Evidentemente, in questa fase è la Segreteria dell’Economia diretta dal gesuita Guerrero a godere della fiducia di Bergoglio, un ente che assume centralità nel quadro del riassetto della gestione finanziaria vaticana, che, negli auspici ufficiali espressi oltre Tevere, è stato concepito allo scopo di condurre in futuro non solo a un maggiore controllo, ma anche a generare maggiori profitti.

La decisione del papa rientra dunque nella più ampia e complessa riorganizzazione degli investimenti della banca centrale del Vaticano.

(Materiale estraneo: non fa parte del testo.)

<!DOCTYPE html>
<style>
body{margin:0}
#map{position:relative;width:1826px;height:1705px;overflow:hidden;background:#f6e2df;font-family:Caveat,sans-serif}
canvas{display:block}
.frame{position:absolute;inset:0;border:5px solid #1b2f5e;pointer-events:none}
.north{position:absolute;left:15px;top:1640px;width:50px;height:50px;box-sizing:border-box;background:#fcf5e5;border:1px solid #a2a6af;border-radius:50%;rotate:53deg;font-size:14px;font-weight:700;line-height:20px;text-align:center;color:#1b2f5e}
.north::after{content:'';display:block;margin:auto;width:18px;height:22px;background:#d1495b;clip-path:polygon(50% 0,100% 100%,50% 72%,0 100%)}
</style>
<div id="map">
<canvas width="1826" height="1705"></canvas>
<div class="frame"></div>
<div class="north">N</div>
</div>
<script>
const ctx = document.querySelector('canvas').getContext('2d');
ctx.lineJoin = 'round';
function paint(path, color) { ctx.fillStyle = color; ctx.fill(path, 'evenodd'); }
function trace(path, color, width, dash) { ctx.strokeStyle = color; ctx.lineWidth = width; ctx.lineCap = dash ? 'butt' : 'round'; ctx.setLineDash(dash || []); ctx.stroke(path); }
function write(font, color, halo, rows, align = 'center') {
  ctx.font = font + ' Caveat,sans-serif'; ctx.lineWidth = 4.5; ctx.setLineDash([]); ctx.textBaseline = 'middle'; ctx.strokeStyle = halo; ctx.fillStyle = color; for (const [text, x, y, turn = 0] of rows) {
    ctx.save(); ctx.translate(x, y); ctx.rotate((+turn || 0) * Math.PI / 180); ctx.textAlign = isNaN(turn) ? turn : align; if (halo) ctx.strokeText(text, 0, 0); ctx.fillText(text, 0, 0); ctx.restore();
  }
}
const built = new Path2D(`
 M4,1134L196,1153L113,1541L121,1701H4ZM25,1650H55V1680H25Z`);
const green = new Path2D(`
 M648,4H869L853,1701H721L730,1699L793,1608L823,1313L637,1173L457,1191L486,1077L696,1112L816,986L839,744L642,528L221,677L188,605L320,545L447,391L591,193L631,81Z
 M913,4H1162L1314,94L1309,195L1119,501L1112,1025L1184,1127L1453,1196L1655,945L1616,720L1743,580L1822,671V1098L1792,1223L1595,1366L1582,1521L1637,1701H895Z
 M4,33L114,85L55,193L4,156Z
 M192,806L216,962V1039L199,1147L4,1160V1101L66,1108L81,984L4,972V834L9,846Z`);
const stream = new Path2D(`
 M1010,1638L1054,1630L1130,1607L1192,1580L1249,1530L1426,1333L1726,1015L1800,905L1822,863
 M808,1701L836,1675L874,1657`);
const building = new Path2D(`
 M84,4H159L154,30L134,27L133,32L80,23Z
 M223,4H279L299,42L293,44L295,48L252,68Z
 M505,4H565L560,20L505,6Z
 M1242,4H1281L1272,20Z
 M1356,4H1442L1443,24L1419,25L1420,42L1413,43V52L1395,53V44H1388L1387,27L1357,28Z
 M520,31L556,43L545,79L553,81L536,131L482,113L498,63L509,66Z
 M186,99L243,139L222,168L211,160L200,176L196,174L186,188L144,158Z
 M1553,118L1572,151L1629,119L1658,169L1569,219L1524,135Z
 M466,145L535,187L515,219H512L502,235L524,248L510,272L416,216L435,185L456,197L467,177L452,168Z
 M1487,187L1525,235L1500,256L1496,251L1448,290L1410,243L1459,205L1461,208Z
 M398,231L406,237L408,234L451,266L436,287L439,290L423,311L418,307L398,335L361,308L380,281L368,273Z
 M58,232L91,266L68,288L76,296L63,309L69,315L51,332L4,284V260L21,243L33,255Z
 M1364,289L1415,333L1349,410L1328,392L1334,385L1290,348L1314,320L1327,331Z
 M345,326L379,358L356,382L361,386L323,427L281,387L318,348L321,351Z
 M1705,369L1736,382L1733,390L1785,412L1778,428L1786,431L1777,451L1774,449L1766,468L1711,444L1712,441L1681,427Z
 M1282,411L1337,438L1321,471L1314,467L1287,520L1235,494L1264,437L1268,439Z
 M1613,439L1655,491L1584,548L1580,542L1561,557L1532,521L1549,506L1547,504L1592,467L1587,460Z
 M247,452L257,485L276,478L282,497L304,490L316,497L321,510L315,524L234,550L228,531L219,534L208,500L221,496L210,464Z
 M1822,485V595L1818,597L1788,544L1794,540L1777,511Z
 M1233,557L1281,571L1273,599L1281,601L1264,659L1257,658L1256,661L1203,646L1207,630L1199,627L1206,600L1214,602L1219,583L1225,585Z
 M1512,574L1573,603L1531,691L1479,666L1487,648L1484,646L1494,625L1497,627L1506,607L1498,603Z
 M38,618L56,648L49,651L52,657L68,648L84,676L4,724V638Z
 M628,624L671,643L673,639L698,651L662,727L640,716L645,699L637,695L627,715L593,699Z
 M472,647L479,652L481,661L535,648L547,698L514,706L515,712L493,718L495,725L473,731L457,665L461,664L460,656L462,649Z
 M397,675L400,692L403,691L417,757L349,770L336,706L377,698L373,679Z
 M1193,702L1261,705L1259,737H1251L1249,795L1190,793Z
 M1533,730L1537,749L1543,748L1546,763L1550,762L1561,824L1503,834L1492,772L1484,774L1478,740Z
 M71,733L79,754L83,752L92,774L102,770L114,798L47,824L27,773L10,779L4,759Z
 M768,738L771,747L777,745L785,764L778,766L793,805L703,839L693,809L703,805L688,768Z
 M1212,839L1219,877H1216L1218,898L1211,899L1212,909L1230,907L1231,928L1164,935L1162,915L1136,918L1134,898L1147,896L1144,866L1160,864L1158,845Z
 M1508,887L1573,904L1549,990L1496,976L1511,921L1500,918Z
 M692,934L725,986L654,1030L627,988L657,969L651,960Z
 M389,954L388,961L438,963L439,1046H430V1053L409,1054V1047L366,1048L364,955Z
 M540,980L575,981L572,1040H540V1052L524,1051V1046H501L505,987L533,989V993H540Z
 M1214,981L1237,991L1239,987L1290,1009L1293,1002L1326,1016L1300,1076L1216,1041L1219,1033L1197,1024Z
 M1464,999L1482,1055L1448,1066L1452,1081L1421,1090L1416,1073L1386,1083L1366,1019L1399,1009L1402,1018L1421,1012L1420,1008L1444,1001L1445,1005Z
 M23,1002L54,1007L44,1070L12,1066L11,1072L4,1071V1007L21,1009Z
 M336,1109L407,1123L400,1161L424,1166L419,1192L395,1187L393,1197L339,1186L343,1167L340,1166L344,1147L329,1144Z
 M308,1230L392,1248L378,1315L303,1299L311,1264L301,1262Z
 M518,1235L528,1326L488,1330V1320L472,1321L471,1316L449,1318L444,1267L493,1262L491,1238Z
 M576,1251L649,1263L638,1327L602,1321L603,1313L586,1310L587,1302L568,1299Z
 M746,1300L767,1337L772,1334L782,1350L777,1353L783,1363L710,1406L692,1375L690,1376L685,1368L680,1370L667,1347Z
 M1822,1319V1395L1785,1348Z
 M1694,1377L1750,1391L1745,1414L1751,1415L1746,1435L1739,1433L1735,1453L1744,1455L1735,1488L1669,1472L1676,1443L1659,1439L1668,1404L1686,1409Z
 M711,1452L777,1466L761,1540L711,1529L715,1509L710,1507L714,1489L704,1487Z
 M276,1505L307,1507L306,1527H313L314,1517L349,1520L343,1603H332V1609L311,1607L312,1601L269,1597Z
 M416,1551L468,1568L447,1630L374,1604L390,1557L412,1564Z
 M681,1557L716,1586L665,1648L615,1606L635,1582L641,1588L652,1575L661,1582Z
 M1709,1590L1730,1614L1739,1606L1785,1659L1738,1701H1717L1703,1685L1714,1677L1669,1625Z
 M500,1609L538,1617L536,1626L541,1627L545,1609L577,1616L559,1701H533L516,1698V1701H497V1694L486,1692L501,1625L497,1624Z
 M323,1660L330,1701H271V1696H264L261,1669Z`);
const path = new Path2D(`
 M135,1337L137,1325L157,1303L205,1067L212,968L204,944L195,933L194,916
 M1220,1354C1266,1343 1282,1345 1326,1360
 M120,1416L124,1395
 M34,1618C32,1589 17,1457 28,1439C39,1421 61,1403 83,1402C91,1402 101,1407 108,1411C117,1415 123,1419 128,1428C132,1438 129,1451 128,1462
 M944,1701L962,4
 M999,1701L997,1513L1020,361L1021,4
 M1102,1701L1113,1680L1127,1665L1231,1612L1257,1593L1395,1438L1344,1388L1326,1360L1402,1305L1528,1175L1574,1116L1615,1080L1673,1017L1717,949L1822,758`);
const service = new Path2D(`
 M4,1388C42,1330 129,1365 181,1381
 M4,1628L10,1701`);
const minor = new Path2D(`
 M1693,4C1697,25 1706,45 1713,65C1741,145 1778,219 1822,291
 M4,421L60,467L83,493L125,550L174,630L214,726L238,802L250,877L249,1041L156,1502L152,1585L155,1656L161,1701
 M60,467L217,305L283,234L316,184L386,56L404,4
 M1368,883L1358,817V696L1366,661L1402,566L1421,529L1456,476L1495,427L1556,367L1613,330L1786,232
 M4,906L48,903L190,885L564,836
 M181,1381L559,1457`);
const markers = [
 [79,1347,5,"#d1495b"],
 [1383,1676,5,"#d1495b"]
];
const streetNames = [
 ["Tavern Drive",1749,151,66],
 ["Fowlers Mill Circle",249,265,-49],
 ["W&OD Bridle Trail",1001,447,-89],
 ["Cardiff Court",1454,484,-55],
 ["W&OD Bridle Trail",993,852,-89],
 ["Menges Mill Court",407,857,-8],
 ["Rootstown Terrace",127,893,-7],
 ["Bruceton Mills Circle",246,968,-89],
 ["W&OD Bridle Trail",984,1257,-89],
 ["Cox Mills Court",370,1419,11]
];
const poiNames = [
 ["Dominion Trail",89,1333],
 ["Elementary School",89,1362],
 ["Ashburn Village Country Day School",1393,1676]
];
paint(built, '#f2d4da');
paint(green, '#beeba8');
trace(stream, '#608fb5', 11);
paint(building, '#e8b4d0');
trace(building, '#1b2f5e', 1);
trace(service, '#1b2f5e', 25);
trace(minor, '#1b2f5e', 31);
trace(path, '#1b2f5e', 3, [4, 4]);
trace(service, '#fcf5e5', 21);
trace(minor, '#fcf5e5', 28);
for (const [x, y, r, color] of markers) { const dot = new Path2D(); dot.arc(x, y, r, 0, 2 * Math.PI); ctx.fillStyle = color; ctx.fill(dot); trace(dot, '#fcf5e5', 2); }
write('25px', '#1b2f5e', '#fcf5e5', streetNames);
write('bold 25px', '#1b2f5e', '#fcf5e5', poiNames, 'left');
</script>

Allo scopo di portare a termine tale razionalizzazione degli investimenti sono state chiuse negli scorsi giorni nove società facenti riferimento all’APSA esistenti in Svizzera e il loro patrimonio – pari a 40,3 milioni di franchi svizzeri di attivi e 12,7 milioni di debiti verso terzi – trasferito sotto il controllo della holding ginevrina Profima Société Immobilière et de Participations, costituita nel 1926 dal banchiere Bernardino Nogara su incarico di Pio XI.

Si tratta di società che allora vennero costituite allo scopo di investire l’ingente somma di denaro pubblico versata al vaticano dallo Stato fascista guidato dal dittatore Benito Mussolini a seguito della stipula dei cosiddetti «Patti Lateranensi».

Il risultato di questa razionalizzazione ha portato l’APSA a ridurre il numero di consigli di amministrazione, di amministratori delegati e di revisori.

Permangono le tre holding dell’APSA all’estero: Profima in Svizzera, British Grolux Investments in Gran Bretagna e Sopridex sa in Francia.

La razionalizzazione servirà anche a cercare di gestire le perdite di bilancio vaticane, attese elevate nel consuntivo di quest’anno. Nella riunione dei capi dicastero del 3 maggio scorso si è parlato dell’impatto della crisi coronavirus sulla Curia e sono stati delineati tre possibili scenari futuri in ordine all’economia di oltre Tevere.

Sempre nei giorni scorsi, padre Guerrero, aveva affermato che la Santa Sede registra un buco di bilancio pari a 50 milioni l’anno, «poiché ha 320 milioni di spese e 270 milioni di entrate, in buona parte provenienti da donazioni e rendimenti di immobili».